Preparation and biological properties of a novel composite scaffold of nano-hydroxyapatite/chitosan/carboxymethyl cellulose for bone tissue engineering

Abstract

In this study, we report the physico-chemical and biological properties of a novel biodegradable composite scaffold made of nano-hydroxyapatite and natural derived polymers of chitosan and carboxymethyl cellulose, namely, n-HA/CS/CMC, which was prepared by freeze-drying method. The physico-chemical properties of n-HA/CS/CMC scaffold were tested by infrared absorption spectra (IR), transmission electron microscope(TEM), scanning electron microscope(SEM), universal material testing machine and phosphate buffer solution (PBS) soaking experiment. Besides, the biological properties were evaluated by MG63 cells and Mesenchymal stem cells (MSCs) culture experiment in vitro and a short period implantation study in vivo. The results show that the composite scaffold is mainly formed through the ionic crossing-linking of the two polyions between CS and CMC, and n-HA is incorporated into the polyelectrolyte matrix of CS-CMC without agglomeration, which endows the scaffold with good physico-chemical properties such as highly interconnected porous structure, high compressive strength and good structural stability and degradation.
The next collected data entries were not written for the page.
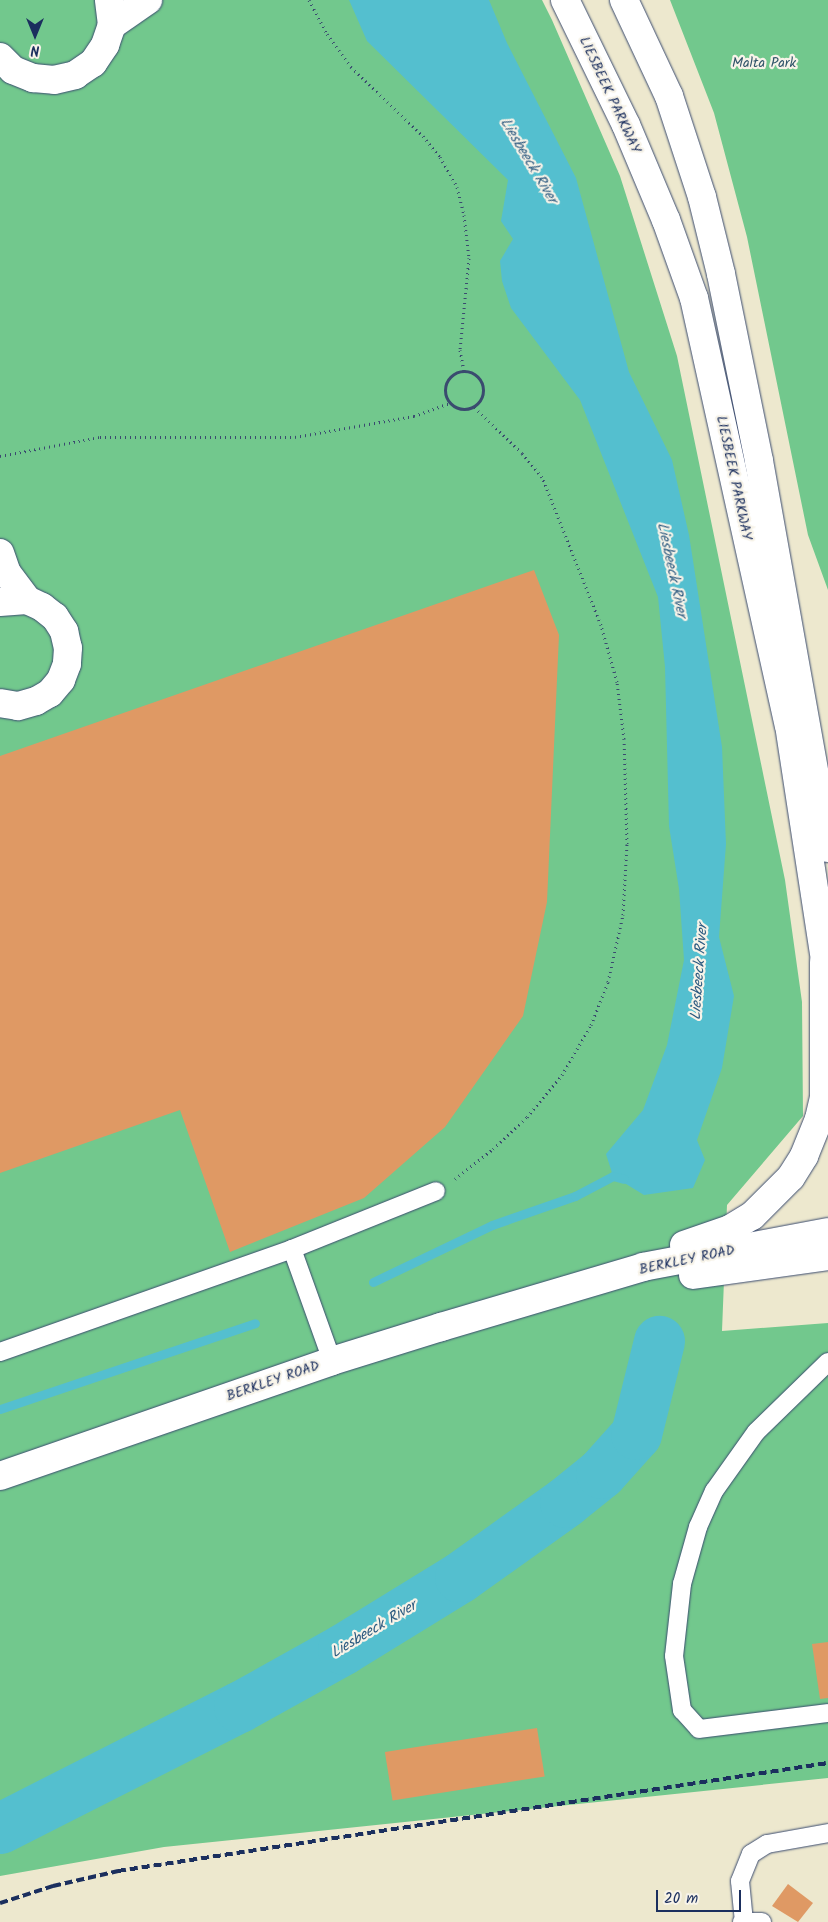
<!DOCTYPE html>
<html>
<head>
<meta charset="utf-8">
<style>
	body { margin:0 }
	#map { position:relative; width:828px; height:1922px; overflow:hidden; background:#ede8ce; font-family:Kalam,sans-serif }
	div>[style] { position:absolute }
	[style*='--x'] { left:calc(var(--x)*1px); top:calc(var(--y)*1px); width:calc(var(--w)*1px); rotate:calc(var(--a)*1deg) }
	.green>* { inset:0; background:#72c88d }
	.water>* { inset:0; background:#54bfcf }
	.stream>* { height:9px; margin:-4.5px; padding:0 4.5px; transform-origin:4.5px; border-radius:4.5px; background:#54bfcf }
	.river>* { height:51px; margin:-25.5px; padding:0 25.5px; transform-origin:25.5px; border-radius:25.5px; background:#54bfcf }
	.building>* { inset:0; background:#df9964; transform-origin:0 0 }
	.path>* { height:3px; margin-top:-1.5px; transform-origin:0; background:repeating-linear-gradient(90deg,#3a4b6f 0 1px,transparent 0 5px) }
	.path>.ring { margin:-1.5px; padding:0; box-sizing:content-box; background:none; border:3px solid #3a4b6f; border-radius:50% }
	.roads { filter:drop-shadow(0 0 1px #3a4b6f) drop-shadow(0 0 1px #3a4b6f) }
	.service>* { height:18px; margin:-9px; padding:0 9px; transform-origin:9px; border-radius:9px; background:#fff }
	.minor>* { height:28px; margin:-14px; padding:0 14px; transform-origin:14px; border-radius:14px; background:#fff }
	.primary>* { height:28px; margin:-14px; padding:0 14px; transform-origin:14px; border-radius:14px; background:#fff }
	.rail>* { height:4px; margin-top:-2px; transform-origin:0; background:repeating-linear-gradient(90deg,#1b2f5e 0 8px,transparent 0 12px) }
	span { translate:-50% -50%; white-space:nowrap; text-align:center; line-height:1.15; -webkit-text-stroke:4.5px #f7f3e8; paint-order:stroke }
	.park-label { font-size:14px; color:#31556a }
	.street-label { font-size:14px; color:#1b2f5e }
	.water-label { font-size:15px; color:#2c5a80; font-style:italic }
	.north { position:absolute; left:10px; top:10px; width:50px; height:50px; -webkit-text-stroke:4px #f7f3e8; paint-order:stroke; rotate:180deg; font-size:14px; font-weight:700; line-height:20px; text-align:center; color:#1b2f5e }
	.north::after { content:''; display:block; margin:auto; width:18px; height:22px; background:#1b2f5e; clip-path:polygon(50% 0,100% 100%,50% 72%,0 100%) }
	.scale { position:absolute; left:656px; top:1890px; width:85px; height:22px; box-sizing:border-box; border:2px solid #1b2f5e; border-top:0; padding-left:6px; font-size:15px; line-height:18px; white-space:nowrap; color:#1b2f5e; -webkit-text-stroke:4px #f7f3e8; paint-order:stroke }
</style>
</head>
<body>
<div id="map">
	<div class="green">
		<i style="clip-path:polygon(0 0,542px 0,552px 20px,620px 176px,677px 356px,785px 880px,802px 1002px,803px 1116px,727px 1205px,722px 1331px,828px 1323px,828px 1778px,164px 1847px,0 1876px)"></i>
		<i style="clip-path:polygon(670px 0,828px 0,828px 590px,808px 535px,747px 237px,714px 113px)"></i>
	</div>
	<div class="water">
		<i style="clip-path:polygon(349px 0,489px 0,507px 43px,576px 178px,629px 372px,672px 460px,689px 535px,722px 747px,726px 844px,719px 937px,734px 996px,722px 1068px,697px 1140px,705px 1160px,693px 1188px,644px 1195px,613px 1176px,606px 1154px,643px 1110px,667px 1045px,684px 960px,679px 889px,669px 826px,665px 667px,658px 597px,580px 400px,511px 308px,502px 281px,500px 261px,513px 239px,501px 221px,508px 180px,367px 41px)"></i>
	</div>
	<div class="stream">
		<i style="--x:373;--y:1282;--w:132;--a:-25.6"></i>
		<i style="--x:492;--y:1225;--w:88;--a:-19.3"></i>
		<i style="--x:575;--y:1196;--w:43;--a:-27.8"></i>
		<i style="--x:613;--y:1176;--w:11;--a:15"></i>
		<i style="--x:0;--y:1409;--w:269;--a:-18.6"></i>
	</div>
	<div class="river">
		<i style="--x:0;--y:1828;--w:268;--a:-26.9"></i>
		<i style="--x:239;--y:1707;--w:119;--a:-29.1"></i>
		<i style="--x:343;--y:1649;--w:137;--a:-31.6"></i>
		<i style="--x:460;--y:1577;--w:129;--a:-35.5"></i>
		<i style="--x:565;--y:1502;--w:46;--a:-38.9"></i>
		<i style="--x:601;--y:1473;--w:52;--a:-48.1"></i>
		<i style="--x:636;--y:1434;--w:96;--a:-76.1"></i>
	</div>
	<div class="building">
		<i style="clip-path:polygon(534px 570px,559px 635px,547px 902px,523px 1016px,445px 1127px,364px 1198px,230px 1252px,180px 1110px,0 1173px,0 756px)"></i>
		<i style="clip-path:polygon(828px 1642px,828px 1698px,820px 1699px,812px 1644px)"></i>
		<i style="left:537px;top:1728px;width:49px;height:154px;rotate:81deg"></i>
		<i style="clip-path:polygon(788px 1884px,813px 1903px,798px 1922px,772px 1906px)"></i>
	</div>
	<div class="path">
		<i style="--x:309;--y:0;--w:38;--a:62"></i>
		<i style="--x:327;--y:34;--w:41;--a:54"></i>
		<i style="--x:351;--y:67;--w:100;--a:43.8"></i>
		<i style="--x:423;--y:136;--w:27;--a:51"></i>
		<i style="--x:440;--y:157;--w:34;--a:60"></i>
		<i style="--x:457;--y:187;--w:29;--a:76"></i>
		<i style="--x:464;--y:215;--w:43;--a:83.4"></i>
		<i style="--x:469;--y:258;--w:92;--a:95.6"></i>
		<i style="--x:460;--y:350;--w:21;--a:79"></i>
		<i class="ring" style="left:445px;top:371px;width:35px;height:35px"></i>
		<i style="--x:0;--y:456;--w:102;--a:-10.8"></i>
		<i style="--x:100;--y:437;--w:195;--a:0"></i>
		<i style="--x:295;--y:437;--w:121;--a:-10"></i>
		<i style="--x:414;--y:416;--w:38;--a:-20"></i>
		<i style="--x:455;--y:1179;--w:48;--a:-38.3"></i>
		<i style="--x:493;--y:1149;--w:47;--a:-43.3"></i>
		<i style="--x:527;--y:1117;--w:55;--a:-50.2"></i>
		<i style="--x:562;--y:1075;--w:58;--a:-59.9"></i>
		<i style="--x:591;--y:1025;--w:46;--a:-68.4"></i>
		<i style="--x:608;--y:982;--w:69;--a:-77.4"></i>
		<i style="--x:623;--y:915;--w:71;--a:-86.8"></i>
		<i style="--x:627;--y:844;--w:105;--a:-91.6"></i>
		<i style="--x:624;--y:739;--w:57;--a:-97"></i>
		<i style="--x:617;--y:682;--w:59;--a:-105.7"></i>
		<i style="--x:601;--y:625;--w:159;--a:-111.7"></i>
		<i style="--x:542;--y:477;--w:31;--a:-130"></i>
		<i style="--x:522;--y:453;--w:68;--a:-136.2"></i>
	</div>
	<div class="roads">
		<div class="service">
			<i style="--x:292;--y:1249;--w:119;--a:70.3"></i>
			<i style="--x:0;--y:1352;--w:310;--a:-19.4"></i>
			<i style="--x:292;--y:1249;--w:155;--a:-21.9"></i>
			<i style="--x:828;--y:1362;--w:100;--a:135.8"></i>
			<i style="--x:756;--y:1432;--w:72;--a:125.4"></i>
			<i style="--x:714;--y:1491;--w:39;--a:114"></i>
			<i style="--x:698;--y:1527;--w:59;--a:105.7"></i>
			<i style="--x:682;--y:1584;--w:72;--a:96.3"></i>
			<i style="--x:674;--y:1656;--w:55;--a:81.6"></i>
			<i style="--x:682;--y:1710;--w:25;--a:48"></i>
			<i style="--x:699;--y:1729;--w:130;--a:-7.1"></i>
			<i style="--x:742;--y:1922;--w:20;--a:0"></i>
			<i style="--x:744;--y:1922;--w:41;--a:-95.6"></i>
			<i style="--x:740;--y:1881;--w:29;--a:-68"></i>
			<i style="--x:751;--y:1854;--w:19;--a:-32"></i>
			<i style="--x:767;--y:1844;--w:62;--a:-10.2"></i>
		</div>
		<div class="minor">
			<i style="--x:112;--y:25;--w:44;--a:-34.8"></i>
			<i style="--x:0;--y:57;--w:18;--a:45"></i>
			<i style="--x:13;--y:70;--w:22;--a:22"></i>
			<i style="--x:33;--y:78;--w:21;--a:5"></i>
			<i style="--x:54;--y:80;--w:22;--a:-13"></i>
			<i style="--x:75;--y:75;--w:22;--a:-34"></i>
			<i style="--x:93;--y:63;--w:22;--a:-56"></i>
			<i style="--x:105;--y:45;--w:21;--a:-71"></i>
			<i style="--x:112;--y:25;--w:25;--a:-97"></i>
			<i style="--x:0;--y:553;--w:21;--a:71"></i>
			<i style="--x:7;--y:573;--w:34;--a:53"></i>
			<i style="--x:0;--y:602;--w:27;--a:-4"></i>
			<i style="--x:27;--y:600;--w:17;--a:25"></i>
			<i style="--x:42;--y:607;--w:16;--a:38"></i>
			<i style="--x:55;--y:617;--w:17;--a:57"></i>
			<i style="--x:64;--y:631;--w:17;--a:77"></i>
			<i style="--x:68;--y:648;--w:16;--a:94"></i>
			<i style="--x:67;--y:664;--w:17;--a:111"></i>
			<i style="--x:61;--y:680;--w:17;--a:130"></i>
			<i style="--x:50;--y:693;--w:16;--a:150"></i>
			<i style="--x:36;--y:701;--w:19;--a:164"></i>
			<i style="--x:18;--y:706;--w:18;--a:-171"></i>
		</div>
		<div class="primary">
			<i style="--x:565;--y:0;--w:139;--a:64"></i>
			<i style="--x:626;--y:125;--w:103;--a:67.2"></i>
			<i style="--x:666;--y:220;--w:83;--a:70.3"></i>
			<i style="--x:694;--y:298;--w:437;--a:77.5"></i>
			<i style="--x:789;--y:725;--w:257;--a:81.3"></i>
			<i style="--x:624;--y:0;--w:106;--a:64.9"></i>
			<i style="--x:669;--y:96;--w:106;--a:71.9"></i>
			<i style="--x:702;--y:197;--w:79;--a:76.1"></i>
			<i style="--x:721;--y:274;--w:191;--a:78.5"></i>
			<i style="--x:759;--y:461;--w:393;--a:79.9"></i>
			<i style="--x:684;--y:1245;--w:49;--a:-19.2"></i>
			<i style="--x:730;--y:1229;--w:26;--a:-31"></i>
			<i style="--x:752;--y:1216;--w:55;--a:-45"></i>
			<i style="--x:791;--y:1177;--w:25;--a:-58"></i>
			<i style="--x:804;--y:1156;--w:40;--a:-68"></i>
			<i style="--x:819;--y:1119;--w:23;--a:-77"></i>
			<i style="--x:824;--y:1097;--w:135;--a:-90"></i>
			<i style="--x:693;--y:1275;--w:136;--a:-8"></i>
			<i style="--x:0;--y:1476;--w:351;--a:-19.1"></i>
			<i style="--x:332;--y:1361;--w:114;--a:-17.3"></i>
			<i style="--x:441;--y:1327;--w:211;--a:-16.5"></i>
			<i style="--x:643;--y:1267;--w:188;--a:-10.7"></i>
		</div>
	</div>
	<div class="rail">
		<i style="--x:0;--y:1903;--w:56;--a:-17.8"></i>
		<i style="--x:53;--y:1886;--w:67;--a:-13"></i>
		<i style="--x:118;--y:1871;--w:718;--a:-8.65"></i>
	</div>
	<div class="park-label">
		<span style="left:764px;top:63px">Malta Park</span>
	</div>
	<div class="street-label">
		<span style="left:610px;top:95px;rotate:65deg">LIESBEEK PARKWAY</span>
		<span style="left:734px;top:478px;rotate:78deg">LIESBEEK PARKWAY</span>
		<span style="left:687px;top:1260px;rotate:-12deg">BERKLEY ROAD</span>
		<span style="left:273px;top:1381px;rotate:-19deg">BERKLEY ROAD</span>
	</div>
	<div class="water-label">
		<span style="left:528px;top:161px;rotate:59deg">Liesbeeck River</span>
		<span style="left:671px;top:570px;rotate:78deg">Liesbeeck River</span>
		<span style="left:700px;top:972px;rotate:-86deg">Liesbeeck River</span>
		<span style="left:374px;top:1630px;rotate:-31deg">Liesbeeck River</span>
	</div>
	<div class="north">N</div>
	<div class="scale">20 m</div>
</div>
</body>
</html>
More important, the results of cells attached, proliferated on the scaffold indicate that the scaffold is non-toxic and has good cell biocompatibility, and the results of implantation experiment in vivo further confirm that the scaffold has good tissue biocompatibility. All the above results suggest that the novel degradable n-HA/CS/CMC composite scaffold has a great potential to be used as bone tissue engineering material.

Figure 1

IR spectra of a)pure n-HA, b) n-HA/CS/CMC, c) pure CMC and d) pure CS.

Figure 2

The TEM photograph of n-HA/CS/CMC composite.

Figure 3

The SEM microstructure of n-HA/CS/CMC composite scaffold.

Figure 4

The weight loss of n-HA/CS/CMC composite scaffold as the function of time in PBS.

Figure 5

Phase-contrast microscopy photographs of MG63 and MSCs on the n-HA/CS/CMC composite scaffold after in vitro culture for different days (a) 4 day for MG63, (b) 7 days for MG63, (c) 4 days for MSCs, (d) 7 days for MSCs. (S, scaffold; C, cells).

Figure 6

MTT assay for proliferation of MG63 and MSCs on the n-HA/CS/CMC composite scaffold after in vitro culture for different days(a) MG63, (b) MSCs.

Figure 7

Histological sections optical micrographs of n-HA/CS/CMC composite scaffolds harvested at different times after implantation. Scaffolds stained with H&E at (a) 2 weeks, (b) and (c) 4 weeks. Scaffolds stained with Masson's trichrome at (d) 2 weeks, (e) and (f) 4 weeks. (S, scaffold; M, muscle; C, collagen; BV, blood vessels.)

Figure 8

The SEM microstructure of n-HA/CS/CMC composite scaffold harvested at different times after implantation in muscle (a) 2 weeks, (b) 4 weeks.